--- Records provided Enclosed Below ---
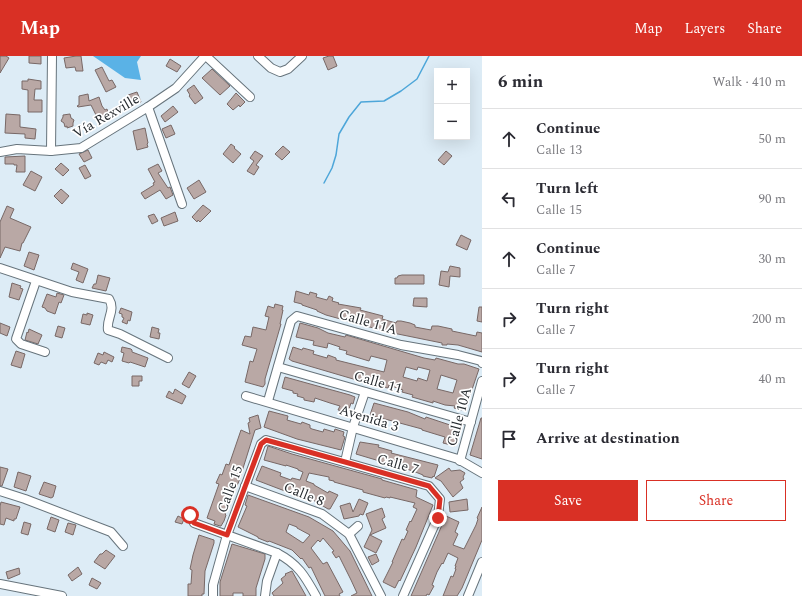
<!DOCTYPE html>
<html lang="en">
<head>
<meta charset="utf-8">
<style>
	body { margin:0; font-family:Spectral,serif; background:#f7f7f7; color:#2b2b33 }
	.controls { position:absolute; right:12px; top:12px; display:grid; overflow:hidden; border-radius:0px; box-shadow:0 4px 16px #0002 }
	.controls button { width:36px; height:36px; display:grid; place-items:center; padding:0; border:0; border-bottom:1px solid #e1e1e2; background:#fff; color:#2b2b33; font:20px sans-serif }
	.stop { position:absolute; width:12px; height:12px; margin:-9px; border:3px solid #d93025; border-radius:50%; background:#fff }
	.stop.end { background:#d93025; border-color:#fff; box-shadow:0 1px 4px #0008 }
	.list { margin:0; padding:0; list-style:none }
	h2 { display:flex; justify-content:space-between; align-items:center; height:52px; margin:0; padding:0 16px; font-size:17px }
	h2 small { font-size:13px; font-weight:400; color:#7c7c81 }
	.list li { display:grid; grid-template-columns:26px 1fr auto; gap:12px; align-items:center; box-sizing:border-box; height:60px; padding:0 16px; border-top:1px solid #e1e1e2 }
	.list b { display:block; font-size:15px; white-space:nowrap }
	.list p { margin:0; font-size:13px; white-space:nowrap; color:#7c7c81 }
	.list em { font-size:13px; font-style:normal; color:#7c7c81 }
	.actions { display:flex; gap:8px; padding:12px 16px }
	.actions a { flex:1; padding:9px 0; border:1px solid #d93025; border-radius:0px; text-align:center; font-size:14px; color:#d93025 }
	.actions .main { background:#d93025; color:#fff }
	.icon { flex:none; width:22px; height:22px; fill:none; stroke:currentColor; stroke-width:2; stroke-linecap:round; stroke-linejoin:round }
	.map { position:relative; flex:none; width:482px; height:540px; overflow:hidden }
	header { display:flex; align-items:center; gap:24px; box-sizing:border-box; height:56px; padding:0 20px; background:#d93025; color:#fff }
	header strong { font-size:19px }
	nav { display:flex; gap:22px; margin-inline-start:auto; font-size:14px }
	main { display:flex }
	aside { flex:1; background:#fff }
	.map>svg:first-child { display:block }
	.forest { fill:#5ab2e6 }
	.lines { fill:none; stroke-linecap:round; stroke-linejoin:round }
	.stream { stroke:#4da6d9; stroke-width:1.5 }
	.building { fill:#b9a8a5; stroke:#786866; fill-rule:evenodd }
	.minor-casing { stroke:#67747c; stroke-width:10 }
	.minor { stroke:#fff; stroke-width:8 }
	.route { stroke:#d93025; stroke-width:5 }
	.labels { text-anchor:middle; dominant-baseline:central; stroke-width:3.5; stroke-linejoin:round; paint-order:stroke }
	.street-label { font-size:14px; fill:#272c30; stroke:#fff }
</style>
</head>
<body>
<header>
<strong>Map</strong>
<nav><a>Map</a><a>Layers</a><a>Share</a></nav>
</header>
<main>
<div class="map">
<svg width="482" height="540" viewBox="0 0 482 540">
	<rect width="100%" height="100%" fill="#ddecf6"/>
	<!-- forest -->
	<polygon class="forest" points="93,0 141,0 137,6 141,24 125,22"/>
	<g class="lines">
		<!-- stream -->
		<polyline class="stream" points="324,127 332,112 336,99 339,78 349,61 361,46 384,45 401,35 417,23 429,0"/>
	</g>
	<!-- building -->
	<g class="building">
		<polygon points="0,0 6,0 9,2 0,17"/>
		<polygon points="29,0 41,0 41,8 29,7"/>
		<polygon points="76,0 81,0 83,15 76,15 75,11 66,12 64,2"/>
		<polygon points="329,0 333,0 337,10 328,14 323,2"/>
		<polygon points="170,3 181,10 177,16 166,10"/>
		<polygon points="102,11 109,25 112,24 116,31 106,36 95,14"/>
		<polygon points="212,13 230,30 220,39 202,22"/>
		<polygon points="28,23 41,25 41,33 35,33 34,44 42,44 42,56 28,56 28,34 22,33 22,25 28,25"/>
		<polygon points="194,29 203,42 195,48 189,40 190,39 187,34"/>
		<polygon points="137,36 141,46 132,49 128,39"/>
		<polygon points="236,37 245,46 240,51 239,49 233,54 227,48"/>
		<polygon points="88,38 89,45 99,41 102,50 105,54 107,53 108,57 106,58 107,61 101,63 100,61 97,61 91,49 78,51 77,50 79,49 79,40"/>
		<polygon points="173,50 178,56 165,66 161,60"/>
		<polygon points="6,58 20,59 20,71 36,73 35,83 25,82 25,78 5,77"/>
		<polygon points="70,58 71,62 74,64 73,67 73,70 67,72 67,70 65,71 64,67 61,65 63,61 63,59"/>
		<polygon points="171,69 175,78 166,82 162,73"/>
		<polygon points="145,72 148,87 147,88 148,91 137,94 133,75"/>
		<polygon points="231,88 235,91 234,92 241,98 233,107 223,98"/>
		<polygon points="283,90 290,96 282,104 275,98"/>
		<polygon points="88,94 92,102 84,106 79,98"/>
		<polygon points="255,95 263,100 256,109 259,111 254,119 247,115 254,105 250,102"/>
		<polygon points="446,95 452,100 444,109 438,104"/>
		<polygon points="25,100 25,116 16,116 17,109 14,109 14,108 5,108 5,101"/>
		<polygon points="61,107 69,114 63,120 55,113"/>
		<polygon points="158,108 162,115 158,117 168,132 170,131 173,139 166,143 160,134 145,143 141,137 154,129 153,127 155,126 148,113"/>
		<polygon points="85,109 91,120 85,123 79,112"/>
		<polygon points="31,115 42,121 35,135 23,129"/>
		<polygon points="199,124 206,136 194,143 187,132"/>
		<polygon points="61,133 69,140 62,148 54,140"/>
		<polygon points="203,149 211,155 200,166 198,164 197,166 192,161"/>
		<polygon points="7,150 14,153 10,162 31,171 23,187 22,187 20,195 5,191 0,202 0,166"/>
		<polygon points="175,156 178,165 164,170 161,162"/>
		<polygon points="154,158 158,165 152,168 148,160"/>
		<polygon points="461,179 471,184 467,194 456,189"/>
		<polygon points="29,196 39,199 34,214 24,210"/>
		<polygon points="73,207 88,213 83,227 76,224 79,216 71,213"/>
		<polygon points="450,210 460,212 460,221 450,220 449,231 439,229 441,215 448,216"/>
		<polygon points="98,219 110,222 106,235 92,232 94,228 96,228"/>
		<polygon points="402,219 424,219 424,228 395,228 395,222 397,222 398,220"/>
		<polygon points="12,227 21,230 20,232 23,233 19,244 9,241"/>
		<polygon points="296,235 309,239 310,236 317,238 316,241 327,244 329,240 333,242 332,245 339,247 338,248 361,252 360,254 383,260 382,263 396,267 397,265 401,265 410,267 415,269 415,271 431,274 432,270 438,270 452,273 452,275 476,280 477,276 482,277 482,296 458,289 447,288 447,289 442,289 442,287 388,276 326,259 317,255 317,254 302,249 302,248 294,246"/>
		<polygon points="57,237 64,239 61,247 59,246 55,258 47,255 45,252 42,251 47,238 56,241"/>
		<polygon points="414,242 427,242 427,251 413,250"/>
		<polygon points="275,248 283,250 282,254 283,254 280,268 281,268 265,323 265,328 263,331 245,326 250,305 253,306 257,293 242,289 245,280 251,281 253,271 266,274 269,261 265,260 268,250 274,252"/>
		<polygon points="479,251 482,251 482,266 477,265"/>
		<polygon points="121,252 132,256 130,265 128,264 127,268 122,266 124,262 122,261 122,258 119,257"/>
		<polygon points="87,257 93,259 90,269 81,267 83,258 87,259"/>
		<polygon points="0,267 10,271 7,280 0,277"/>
		<path d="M300 267 318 272 328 277 345 281 346 279 424 302 435 304 436 302 458 308H464L479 313 465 354 463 353 462 354 454 352 455 350 445 349 433 345V347L412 341 413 339 402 336 403 334 389 329 388 332 377 330 292 305 289 303 293 291 302 294 303 292 314 295 313 298 327 302 328 299 336 302V304L384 316 387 304 371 300 369 305 346 298 347 295 339 293 340 291 328 287 327 292 313 289 314 285 296 281ZM406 311 417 314 418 311 430 314 427 325 418 322 417 325 403 321ZM441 319 457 324 453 337 437 333Z"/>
		<polygon points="58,270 65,272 62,282 55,280"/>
		<polygon points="152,271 159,273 158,277 160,277 159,283 150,281"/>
		<polygon points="29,273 42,279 38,288 25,284 27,276 28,277"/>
		<polygon points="122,291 131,293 132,294 132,296 148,302 145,311 130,306 129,307 122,305 124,297 121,296"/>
		<polygon points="16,295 25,298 21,312 11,309"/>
		<polygon points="104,296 114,301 112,306 108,304 106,308 101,306 99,309 94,307 98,297 103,299"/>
		<polygon points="189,316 196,320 189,332 182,328"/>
		<polygon points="132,320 142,320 142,325 139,325 139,330 132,330"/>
		<polygon points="285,321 350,339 355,341 353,348 351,347 348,356 338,354 340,350 330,347 315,342 314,346 304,344 304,342 297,340 298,338 293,337 293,335 282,332"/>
		<polygon points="175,333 186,340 182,348 166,341 169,335 173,338"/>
		<polygon points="374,347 408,356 425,363 426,361 450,369 451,368 460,370 455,390 443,387 445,381 422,374 422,373 370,359"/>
		<polygon points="269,355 288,360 287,364 301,368 302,366 310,369 310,372 312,373 323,376 324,373 334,376 335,373 344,376 343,380 345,381 341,394 297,383 264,371"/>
		<polygon points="258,359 261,372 255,374 239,425 225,458 226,459 224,465 221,470 220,470 214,468 215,465 207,462 219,428 216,427 220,418 222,419 226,408 229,409 241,374 250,378 248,367 250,366 249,362"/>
		<polygon points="481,362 482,362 482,403 470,399"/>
		<polygon points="360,386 379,389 378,391 392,395 391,397 438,409 434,421 433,420 432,422 423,420 423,419 413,415 356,398"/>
		<polygon points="268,390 292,398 382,423 382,424 417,434 416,441 433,449 416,491 400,525 399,524 395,532 383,526 393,506 392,506 402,483 404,484 408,475 406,474 410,465 411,466 417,453 413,451 415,447 390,441 390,442 386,441 385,442 363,436 363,434 334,426 334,425 329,424 329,421 309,417 306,425 314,428 314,429 328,437 329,435 338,439 330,453 328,453 313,444 298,439 298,440 256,424 262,410 281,417 280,420 291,424 292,422 300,424 303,416 298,414 298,413 286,409 286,410 264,404"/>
		<polygon points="0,411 8,413 2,430 0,430"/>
		<polygon points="449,412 451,415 460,414 465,417 463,421 464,423 460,426 463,432 453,441 441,425 435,422"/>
		<polygon points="18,416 31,420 26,435 14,431"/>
		<polygon points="44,426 56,430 53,441 51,442 39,438"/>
		<path d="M248 439 309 461 333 475 350 495 372 540H351L357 537 351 524 339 500 336 502 332 496 334 495 323 482 320 486 318 484 311 492 323 508 327 506 343 536 339 538 340 540H325L311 511 309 512 302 502 301 503 292 494 269 485 268 486 258 482V481L238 471 247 450 245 449ZM289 468 297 471V472L310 479 303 487 286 476Z"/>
		<polygon points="359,443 368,447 363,459 360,458 359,460 344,463 340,450 350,447 353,456"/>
		<polygon points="467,443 468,454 450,456 449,446"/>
		<polygon points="1,446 20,451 16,463 14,463 14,465 6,462 4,469 0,468 0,450"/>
		<polygon points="482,451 482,484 462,532 457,540 443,540 451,520 453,521 456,513 455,513 456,510 455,510 458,502 448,497 443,508 442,507 437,516 432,529 434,530 429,539 427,538 426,540 411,540 446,460 459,466 455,476 458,478 453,489 464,493 476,469 478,463 477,462"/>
		<polygon points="382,452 385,461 382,463 386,472 370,479 382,485 376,497 364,491 372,474 366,458"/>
		<polygon points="178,460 184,463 182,468 175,466"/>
		<polygon points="51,461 59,464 55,476 47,473"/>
		<polygon points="24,466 31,468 28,479 21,477"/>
		<polygon points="68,467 76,469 73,479 65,476"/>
		<polygon points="199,479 214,484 214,487 205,515 204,538 202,538 202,540 188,540 188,528 191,528 192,514 190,513 193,499"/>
		<polygon points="232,488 265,498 265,503 256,532 256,540 243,540 243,537 233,537 233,540 220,540 220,526"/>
		<polygon points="106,494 115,500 105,513 94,506 100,498 102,498"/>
		<polygon points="376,498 379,505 372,509 368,501"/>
		<polygon points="78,511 82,518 72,525 68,519"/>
		<polygon points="19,512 20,518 8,523 6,516"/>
		<polygon points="292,515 306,540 274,540 272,537 283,527 281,523 286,519 285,518"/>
		<polygon points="92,522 101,527 97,533 89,529"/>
	</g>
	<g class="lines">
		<!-- minor casing -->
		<g class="minor-casing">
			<g id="minor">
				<polyline points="206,0 250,41"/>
				<polyline points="258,0 271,12 280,16 288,13 302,0"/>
				<polyline points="148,51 182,148"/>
				<polyline points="51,95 52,0"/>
				<polyline points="0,96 17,93 51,95 81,92 148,51 176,32 205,0"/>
				<path d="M0 212 72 236 109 243C116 254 106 263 108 274L120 278 168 302"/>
				<polyline points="36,225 16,283 21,288 45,296"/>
				<polyline points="278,311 471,366"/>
				<polyline points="246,340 458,403 482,417"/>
				<polyline points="268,345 291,265 297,260 401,289 458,299 481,305 482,307"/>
				<polyline points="460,405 482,325"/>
				<polyline points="345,406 353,371 365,336"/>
				<polyline points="245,430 322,458 349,478 381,540"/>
				<polyline points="0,435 25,443 111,476 123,490"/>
				<path d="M190 459 194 467 277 497C298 508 305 520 316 540"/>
				<polyline points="349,478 358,470"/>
				<polyline points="0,528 62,540"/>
				<polyline points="213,540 213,529 227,479 261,388 266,384 429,430 440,443 438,461 403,540"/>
				<polyline points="265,540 267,525 277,497"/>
				<polyline points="468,540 482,506"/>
			</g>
		</g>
		<!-- minor -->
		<use href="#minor" class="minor"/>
	</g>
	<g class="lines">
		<!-- route -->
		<polyline class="route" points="190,459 194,467 227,479 261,388 266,384 345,406 429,430 440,443 438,462"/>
	</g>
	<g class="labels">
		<!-- street labels -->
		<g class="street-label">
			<text transform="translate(106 60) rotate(-30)">Vía Rexville</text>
			<text transform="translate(368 266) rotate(16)">Calle 11A</text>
			<text transform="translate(378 326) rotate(16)">Calle 11</text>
			<text transform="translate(459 361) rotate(-75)">Calle 10A</text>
			<text transform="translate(369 362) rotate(17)">Avenida 3</text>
			<text transform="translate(398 408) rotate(16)">Calle 7</text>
			<text transform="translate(230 433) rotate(-70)">Calle 15</text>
			<text transform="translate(304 438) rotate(22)">Calle 8</text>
		</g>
	</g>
</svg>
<div class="controls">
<button>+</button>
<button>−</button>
</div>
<div class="stop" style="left:190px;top:459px"></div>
<div class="stop end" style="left:438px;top:462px"></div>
</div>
<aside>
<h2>6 min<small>Walk · 410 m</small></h2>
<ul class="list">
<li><svg class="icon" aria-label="ahead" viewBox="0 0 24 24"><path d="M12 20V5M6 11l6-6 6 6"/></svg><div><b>Continue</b><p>Calle 13</p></div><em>50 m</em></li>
<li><svg class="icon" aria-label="left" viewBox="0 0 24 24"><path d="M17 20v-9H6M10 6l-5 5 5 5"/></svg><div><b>Turn left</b><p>Calle 15</p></div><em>90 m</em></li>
<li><svg class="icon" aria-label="ahead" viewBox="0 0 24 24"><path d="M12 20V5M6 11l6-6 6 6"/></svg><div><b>Continue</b><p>Calle 7</p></div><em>30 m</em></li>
<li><svg class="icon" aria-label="right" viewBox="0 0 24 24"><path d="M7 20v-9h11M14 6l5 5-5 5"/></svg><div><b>Turn right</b><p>Calle 7</p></div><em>200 m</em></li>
<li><svg class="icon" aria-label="right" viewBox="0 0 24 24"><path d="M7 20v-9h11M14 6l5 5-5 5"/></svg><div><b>Turn right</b><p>Calle 7</p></div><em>40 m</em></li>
<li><svg class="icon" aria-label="arrive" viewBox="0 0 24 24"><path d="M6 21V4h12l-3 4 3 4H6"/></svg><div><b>Arrive at destination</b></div></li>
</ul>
<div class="actions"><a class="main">Save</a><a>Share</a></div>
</aside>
</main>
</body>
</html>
--- End of Enclosed Records provided ---
Problem description:
Count how many lines of the data include the word "linecap". Your reply should be that number alone.

Task output:
2